Insatisfeita com essa decisão, a agravante vem, por meio do agravo de instrumento, postula a reforma da decisão proferida pelo juízo de primeiro grau, pedindo que seja declarada sua ilegitimidade passiva ad causam e caso não venha a ser reconhecida sua ilegitimidade, que esse Egrégio Tribunal se digne a deferir a denunciação da lide, com o objetivo de trazer ao processo àquele que realizou as negociações com a Sr. Maria.

Porém, cabe observar, que a agravada em momento algum questionou o contrato ou o serviço do plano de capitalização prestado pela Seguradora.
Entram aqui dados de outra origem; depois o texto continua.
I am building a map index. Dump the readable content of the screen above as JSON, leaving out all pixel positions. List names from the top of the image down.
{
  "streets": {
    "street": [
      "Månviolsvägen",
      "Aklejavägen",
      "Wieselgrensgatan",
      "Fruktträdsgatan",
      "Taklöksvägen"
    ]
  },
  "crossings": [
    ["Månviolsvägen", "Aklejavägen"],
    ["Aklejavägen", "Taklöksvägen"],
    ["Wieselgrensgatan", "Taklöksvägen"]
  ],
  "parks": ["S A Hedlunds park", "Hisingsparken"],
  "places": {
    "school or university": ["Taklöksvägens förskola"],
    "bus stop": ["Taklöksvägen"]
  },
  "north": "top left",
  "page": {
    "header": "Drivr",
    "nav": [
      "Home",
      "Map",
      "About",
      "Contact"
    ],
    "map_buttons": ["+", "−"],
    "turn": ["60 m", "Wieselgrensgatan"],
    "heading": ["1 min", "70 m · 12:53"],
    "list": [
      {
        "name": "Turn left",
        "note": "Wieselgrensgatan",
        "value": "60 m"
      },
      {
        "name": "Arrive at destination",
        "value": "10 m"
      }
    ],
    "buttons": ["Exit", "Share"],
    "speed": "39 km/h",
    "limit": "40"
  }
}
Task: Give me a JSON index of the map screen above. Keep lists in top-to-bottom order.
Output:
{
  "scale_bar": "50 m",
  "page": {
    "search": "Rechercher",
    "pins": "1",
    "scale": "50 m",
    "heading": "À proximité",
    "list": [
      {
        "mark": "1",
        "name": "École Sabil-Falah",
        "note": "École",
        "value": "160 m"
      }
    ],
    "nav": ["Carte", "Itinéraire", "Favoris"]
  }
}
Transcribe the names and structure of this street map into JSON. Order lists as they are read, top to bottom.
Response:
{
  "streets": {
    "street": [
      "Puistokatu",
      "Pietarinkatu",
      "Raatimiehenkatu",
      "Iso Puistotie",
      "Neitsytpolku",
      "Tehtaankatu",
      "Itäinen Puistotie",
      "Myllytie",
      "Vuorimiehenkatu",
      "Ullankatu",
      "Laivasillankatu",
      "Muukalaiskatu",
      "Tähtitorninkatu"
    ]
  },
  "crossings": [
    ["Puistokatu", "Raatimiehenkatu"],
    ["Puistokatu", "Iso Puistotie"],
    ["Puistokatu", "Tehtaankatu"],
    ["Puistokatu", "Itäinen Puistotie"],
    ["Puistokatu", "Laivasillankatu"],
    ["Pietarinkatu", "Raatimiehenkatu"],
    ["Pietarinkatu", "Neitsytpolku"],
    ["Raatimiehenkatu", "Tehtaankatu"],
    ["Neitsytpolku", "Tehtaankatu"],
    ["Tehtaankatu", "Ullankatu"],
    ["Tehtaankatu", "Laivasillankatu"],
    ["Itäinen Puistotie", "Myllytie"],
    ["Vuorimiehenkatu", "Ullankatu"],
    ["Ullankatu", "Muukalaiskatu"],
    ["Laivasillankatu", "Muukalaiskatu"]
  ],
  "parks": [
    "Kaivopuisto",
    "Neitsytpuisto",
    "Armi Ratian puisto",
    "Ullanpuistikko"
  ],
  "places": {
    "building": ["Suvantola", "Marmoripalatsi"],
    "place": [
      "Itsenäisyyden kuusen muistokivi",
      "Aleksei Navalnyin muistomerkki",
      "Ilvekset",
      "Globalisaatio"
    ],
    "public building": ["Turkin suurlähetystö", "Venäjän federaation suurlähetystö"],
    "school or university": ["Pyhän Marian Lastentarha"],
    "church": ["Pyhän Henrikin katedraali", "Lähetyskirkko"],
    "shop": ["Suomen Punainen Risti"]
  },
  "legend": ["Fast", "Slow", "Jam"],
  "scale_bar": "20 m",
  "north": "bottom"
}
O que na verdade reclama é ter sido alvo de uma arbitrariedade, por parte da agravante, pelo débito em sua conta, de valores aos quais não anuiu e, ainda, por sua absurdidade.

DO DIREITO:

A relação jurídica estabelecida entre as partes deve ser regulada pelo CDC, estando o Banco Bradesco equiparado ao fornecedor de serviço, de acordo com o art 3º §2º do diploma, e, conseqüentemente, a correntista como consumidora.

“ art-3 § 2º- Serviço é qualquer atividade fornecida no mercado de consumo, mediante remuneração, inclusive de natureza bancária, financeira, de crédito e securitária, salvo das relações de caráter trabalhista.”

No mesmo sentido leciona o professor e Desembargador Carlos Roberto Gonçalves:

“ O Código de Defesa do Consumidor inclui expressamente as atividades bancárias, financeiras, de crédito e securitárias no conceito de serviço. Malgrado a resistência das referidas instituições em se sujeitarem às suas normas, sustentando que nem toda atividade que exercem encontra-se sob sua égide.”

Estando claro que o CDC regulará a relação entre as partes, deve-se, logicamente, utilizar seus institutos com o fim de tutelar a figura mais fraca da relação, que no caso em tela, é a agravada.

Dessa forma, à alegação de ilegitimidade passiva ad causam por ser, o Banco Bradesco, pessoa jurídica distinta do Bradesco Seguro S.A., se torna totalmente contrária à disciplina do no art 28 §2º da lei 8078/90, que dispõe:

“ As sociedades integrantes dos grupos societários e as sociedades controladas são subsidiariamente responsáveis pelas obrigações decorrentes deste Código.”

Um outro benefício que deve ser colocado à disposição do consumidor, por força do art 6º inc. VIII, daquele diploma, é a inversão do ônus da prova, que levando em consideração a hipossuficiência do mesmo para produzir material probante, repassa tal ônus àquele que presta o serviço.
Por fim, há de se esclarecer que o contrato bancário é um contrato de adesão, e devido a essa característica ocorre, de fato, uma mitigação do exercício de “acordar”, com isso, as clausulas são elaboradas unilateralmente por uma das partes, enquanto a outra caberá, tão somente, aceita-las ou não.

Sobre o tema leciona o Doutor Mário de Camargo Sobrinho:

“O contrato redigido pelo Banco, em regra, trata-se de adesão, com cláusulas complexas, quando até mesmo confusas, escritas de forma a dificultar a compreensão até mesmo por pessoas especializadas, limitando a liberdade de contratar e restringindo o cliente a aderir ou não às condições preestabelecidas.”

Diante de tal afirmativa, deve-se, ainda, levar em consideração todas as desvantagens, para o consumidor, nesse tipo de contrato, que deverá ser interpretado a luz das normas consumeristas.

PEDIDO:

Isto posto, requer a V. Exa. seja negado provimento ao Agravo de Instrumento, mantendo-se a r. decisão agravada, por seus próprios fundamentos, eis que embasados em razões de DIREITO E JUSTIÇA.

P. Deferimento

Rio de Janeiro, 13 de novembro de 2003.